*What you need to do*.
Word for word, write out all the entries below, omitting every picture.

*Stored items*.
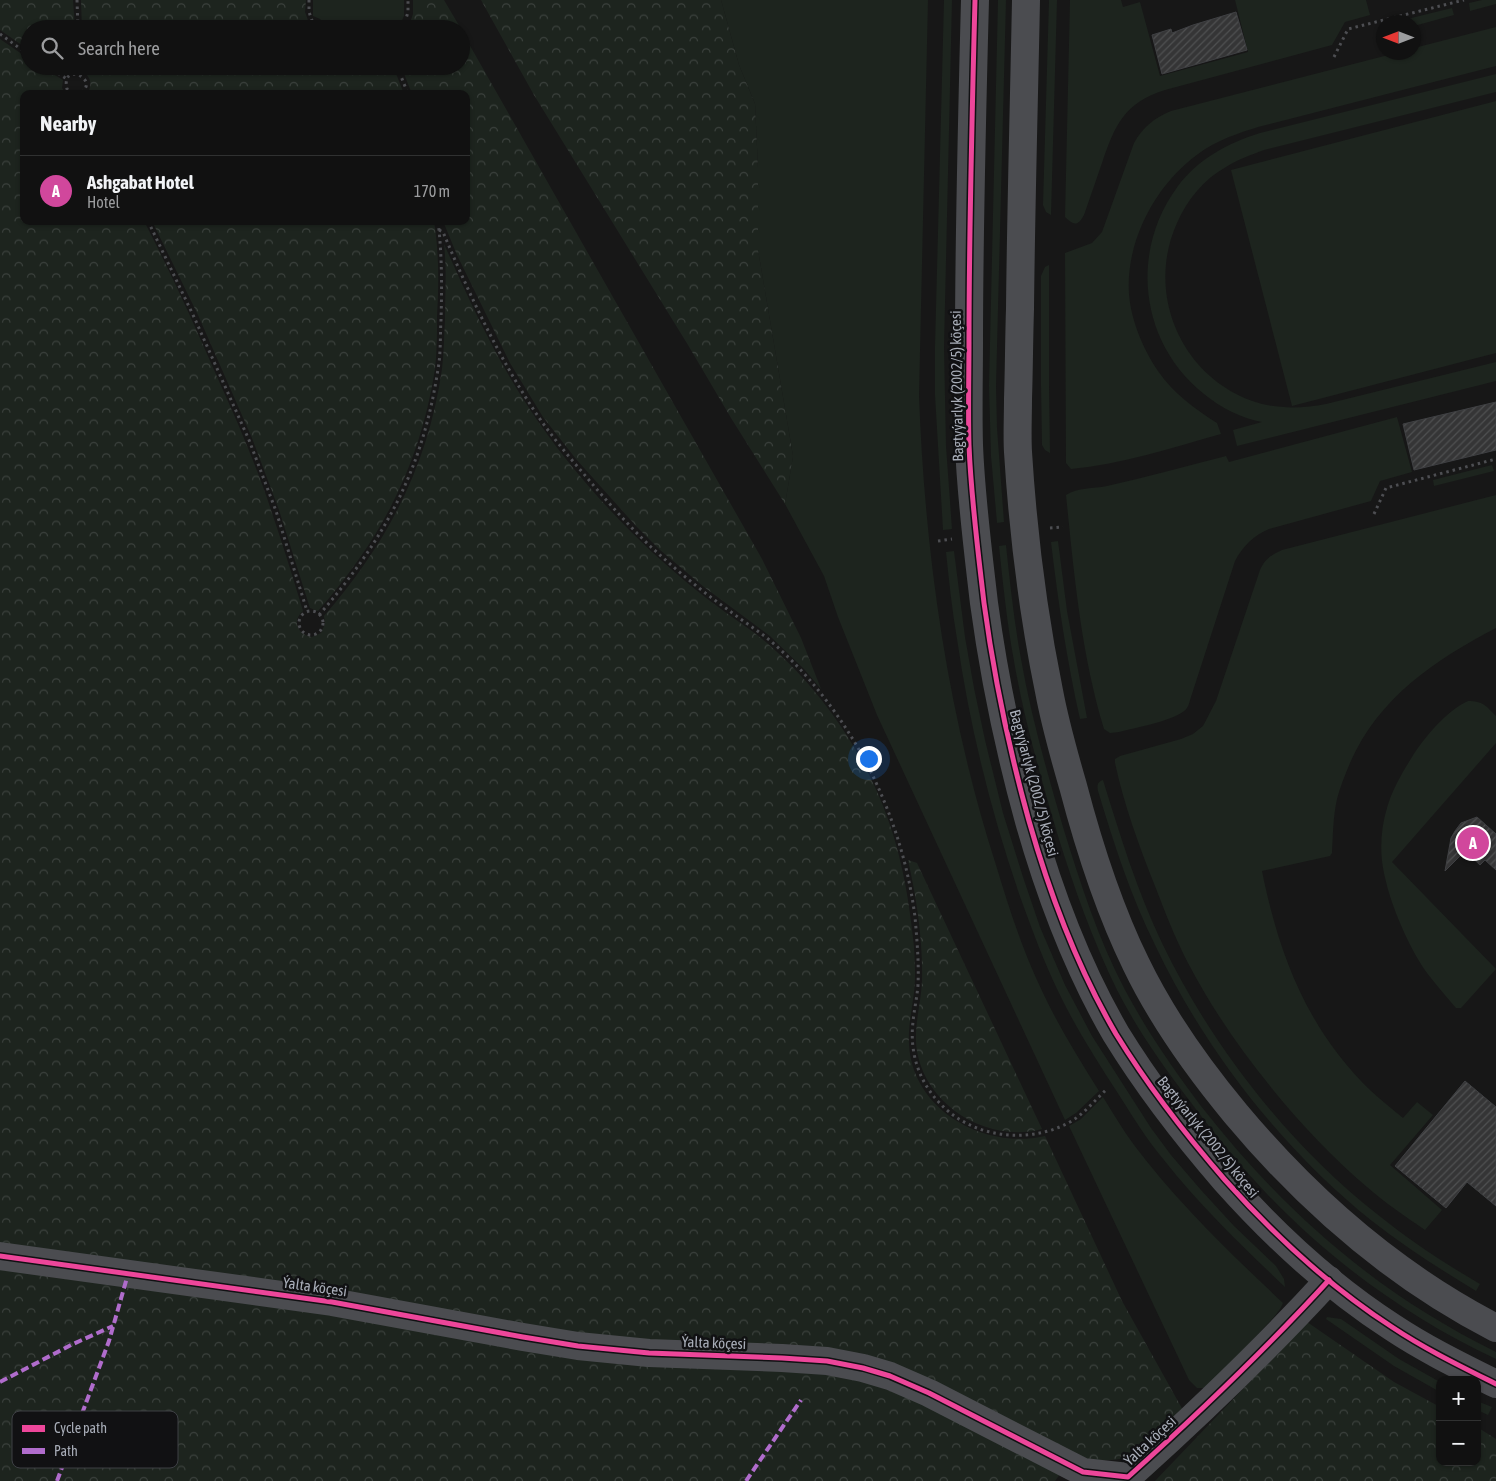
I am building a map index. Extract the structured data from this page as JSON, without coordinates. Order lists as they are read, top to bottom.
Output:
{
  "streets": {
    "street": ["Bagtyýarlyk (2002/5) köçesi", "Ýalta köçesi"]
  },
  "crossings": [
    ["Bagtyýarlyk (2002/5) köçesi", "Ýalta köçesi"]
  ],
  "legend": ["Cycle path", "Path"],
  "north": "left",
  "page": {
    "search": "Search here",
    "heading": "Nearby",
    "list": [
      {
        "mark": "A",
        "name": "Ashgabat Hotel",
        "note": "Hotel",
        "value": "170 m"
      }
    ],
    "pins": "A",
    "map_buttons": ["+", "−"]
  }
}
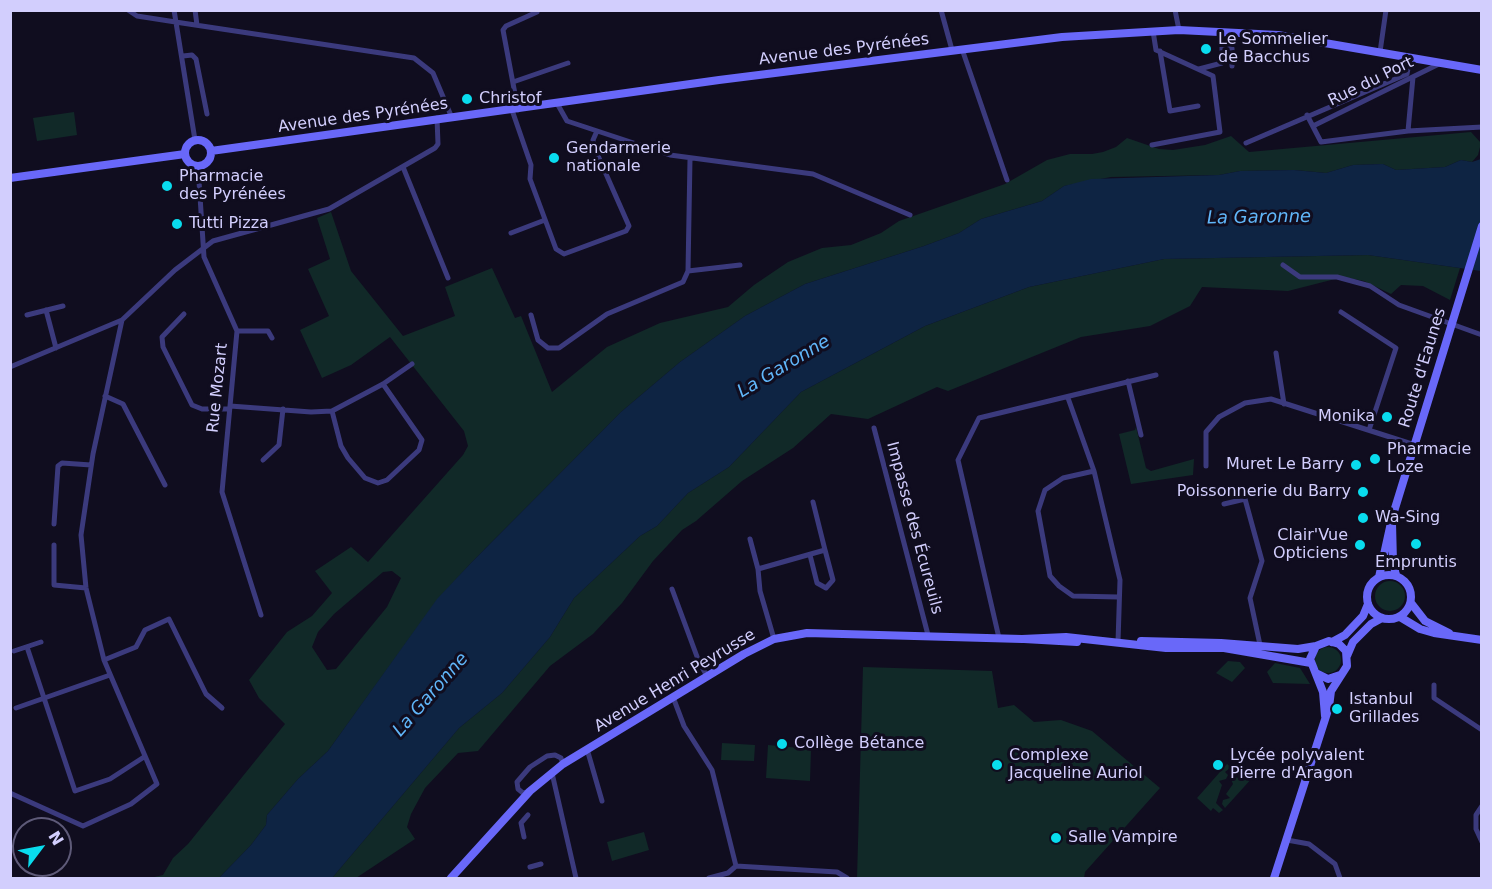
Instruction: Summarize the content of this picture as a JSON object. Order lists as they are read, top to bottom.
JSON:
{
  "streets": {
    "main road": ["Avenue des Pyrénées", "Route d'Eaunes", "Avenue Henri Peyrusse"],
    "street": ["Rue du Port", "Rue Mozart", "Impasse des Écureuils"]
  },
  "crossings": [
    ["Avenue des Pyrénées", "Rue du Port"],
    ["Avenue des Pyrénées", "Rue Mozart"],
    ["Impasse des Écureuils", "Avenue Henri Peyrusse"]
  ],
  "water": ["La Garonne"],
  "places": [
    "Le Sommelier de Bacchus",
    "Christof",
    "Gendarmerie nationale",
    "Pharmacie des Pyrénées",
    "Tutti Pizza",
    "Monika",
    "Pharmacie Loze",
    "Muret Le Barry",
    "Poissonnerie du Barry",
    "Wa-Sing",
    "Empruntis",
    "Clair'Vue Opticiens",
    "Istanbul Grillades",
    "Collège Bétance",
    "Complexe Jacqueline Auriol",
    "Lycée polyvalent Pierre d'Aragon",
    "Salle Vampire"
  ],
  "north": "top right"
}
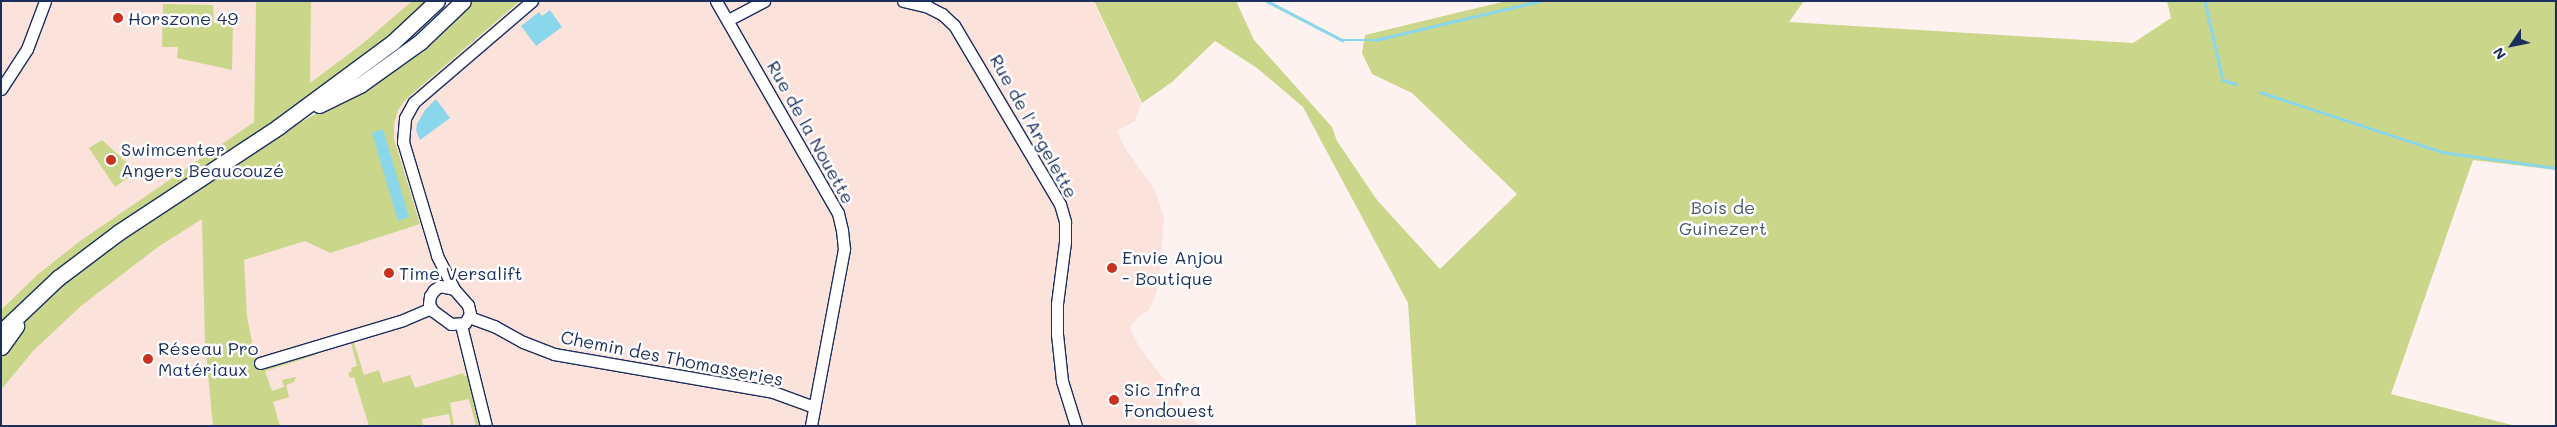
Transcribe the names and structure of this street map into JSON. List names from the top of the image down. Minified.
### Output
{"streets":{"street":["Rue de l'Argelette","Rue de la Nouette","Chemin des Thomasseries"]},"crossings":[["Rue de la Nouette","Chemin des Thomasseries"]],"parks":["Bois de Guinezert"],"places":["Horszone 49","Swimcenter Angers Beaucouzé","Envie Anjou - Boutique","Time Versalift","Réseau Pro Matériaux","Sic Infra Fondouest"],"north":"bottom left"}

*Task result*.
I am building a map index. Extract the structured data from this page as JSON, without coordinates. Order lists as they are read, top to bottom.
Output:
{
  "streets": {
    "street": ["Bagtyýarlyk (2002/5) köçesi", "Ýalta köçesi"]
  },
  "crossings": [
    ["Bagtyýarlyk (2002/5) köçesi", "Ýalta köçesi"]
  ],
  "legend": ["Cycle path", "Path"],
  "north": "left",
  "page": {
    "search": "Search here",
    "heading": "Nearby",
    "list": [
      {
        "mark": "A",
        "name": "Ashgabat Hotel",
        "note": "Hotel",
        "value": "170 m"
      }
    ],
    "pins": "A",
    "map_buttons": ["+", "−"]
  }
}
Instruction: Summarize the content of this picture as a JSON object. Order lists as they are read, top to bottom.
JSON:
{
  "streets": {
    "main road": ["Avenue des Pyrénées", "Route d'Eaunes", "Avenue Henri Peyrusse"],
    "street": ["Rue du Port", "Rue Mozart", "Impasse des Écureuils"]
  },
  "crossings": [
    ["Avenue des Pyrénées", "Rue du Port"],
    ["Avenue des Pyrénées", "Rue Mozart"],
    ["Impasse des Écureuils", "Avenue Henri Peyrusse"]
  ],
  "water": ["La Garonne"],
  "places": [
    "Le Sommelier de Bacchus",
    "Christof",
    "Gendarmerie nationale",
    "Pharmacie des Pyrénées",
    "Tutti Pizza",
    "Monika",
    "Pharmacie Loze",
    "Muret Le Barry",
    "Poissonnerie du Barry",
    "Wa-Sing",
    "Empruntis",
    "Clair'Vue Opticiens",
    "Istanbul Grillades",
    "Collège Bétance",
    "Complexe Jacqueline Auriol",
    "Lycée polyvalent Pierre d'Aragon",
    "Salle Vampire"
  ],
  "north": "top right"
}
Transcribe the names and structure of this street map into JSON. List names from the top of the image down. Minified.
### Output
{"streets":{"street":["Rue de l'Argelette","Rue de la Nouette","Chemin des Thomasseries"]},"crossings":[["Rue de la Nouette","Chemin des Thomasseries"]],"parks":["Bois de Guinezert"],"places":["Horszone 49","Swimcenter Angers Beaucouzé","Envie Anjou - Boutique","Time Versalift","Réseau Pro Matériaux","Sic Infra Fondouest"],"north":"bottom left"}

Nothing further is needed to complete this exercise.